6. One more thing and it’s the biggest thing. The thing that is going to grow as we head towards the make or break international talks in Glasgow in November – the climate emergency. It’s likely in 2020 that at the very least this will lead to a ramping up of moves to electrify road transport. This means we will need to move from the current cottage industry of charging infrastructure to something much more comprehensive. And for that we need a bigger top table of those who are going to bring it about – with the city regions given a seat alongside government, catapults, the vehicle manufacturers, public transport providers and the energy sector.

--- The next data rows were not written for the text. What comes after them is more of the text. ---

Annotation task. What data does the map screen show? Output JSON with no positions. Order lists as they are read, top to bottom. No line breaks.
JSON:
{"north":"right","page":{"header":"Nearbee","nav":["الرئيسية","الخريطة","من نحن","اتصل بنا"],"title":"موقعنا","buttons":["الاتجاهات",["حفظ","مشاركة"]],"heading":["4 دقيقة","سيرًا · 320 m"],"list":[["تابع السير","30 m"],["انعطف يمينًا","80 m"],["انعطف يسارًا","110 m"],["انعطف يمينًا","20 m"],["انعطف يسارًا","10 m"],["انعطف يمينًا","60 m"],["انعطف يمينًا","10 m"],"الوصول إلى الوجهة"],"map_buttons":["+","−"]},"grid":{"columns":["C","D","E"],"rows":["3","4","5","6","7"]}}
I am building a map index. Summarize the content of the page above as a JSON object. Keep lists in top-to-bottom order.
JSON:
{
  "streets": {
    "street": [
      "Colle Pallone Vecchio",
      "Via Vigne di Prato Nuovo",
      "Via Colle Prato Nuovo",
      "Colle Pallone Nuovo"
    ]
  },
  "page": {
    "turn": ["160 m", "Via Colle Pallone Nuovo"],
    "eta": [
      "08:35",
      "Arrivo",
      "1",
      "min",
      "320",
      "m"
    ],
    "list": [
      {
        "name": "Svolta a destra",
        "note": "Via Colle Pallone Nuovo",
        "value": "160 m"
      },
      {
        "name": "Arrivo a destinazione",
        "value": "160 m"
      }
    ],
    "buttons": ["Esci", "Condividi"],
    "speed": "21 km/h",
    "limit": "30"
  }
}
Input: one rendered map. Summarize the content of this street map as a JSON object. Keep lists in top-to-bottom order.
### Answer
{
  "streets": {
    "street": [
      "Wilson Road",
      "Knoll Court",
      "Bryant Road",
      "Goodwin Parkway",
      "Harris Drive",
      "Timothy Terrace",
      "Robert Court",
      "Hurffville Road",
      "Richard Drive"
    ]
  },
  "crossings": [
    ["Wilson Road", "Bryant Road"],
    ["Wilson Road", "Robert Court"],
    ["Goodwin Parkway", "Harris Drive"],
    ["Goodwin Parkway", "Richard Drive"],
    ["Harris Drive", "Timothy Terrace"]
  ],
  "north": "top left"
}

More widely, if we really mean it about it being an emergency, then it should change the way we look at everything – in particular how much sense it makes that bits and pieces of staggeringly expensive road schemes (which in turn are a guarantee of more car dependent sprawl) are still so dominant in transport spending when they are utterly non-compliant with a climate emergency and counter-productive in nearly every other way too. It could also mean we are back in the business of modal shift and traffic reduction targets as well as big leaps forward in the scale of car-free ambitions (take a bow Birmingham).

So in closing we remain, as ever, so near but yet so far on urban transport. Take Liverpool city region as an example. Right now it is taking delivery of the first of what are the UK’s most sophisticated commuter trains which will transform what its extensive S-Bahn equivalent urban rail network provides. In parallel with bus reform it’s now within grasp to bring this all together within the next five years into a single, modern and fully integrated network which will look and feel akin to the ‘one network, one ticket, one system’ that London and European counterpart cities take for granted. Indeed it could be up there with the best of them. And the same is true of course not just in Liverpool city region but in other city regions too. What happens with the six pointers above will give an early indication of whether this will be finally achieved over the next five years, or remain a ‘so near but yet so far’.

Jonathan Bray is Director at Urban Transport Group

The blog first appeared in Passenger Transport Magazine.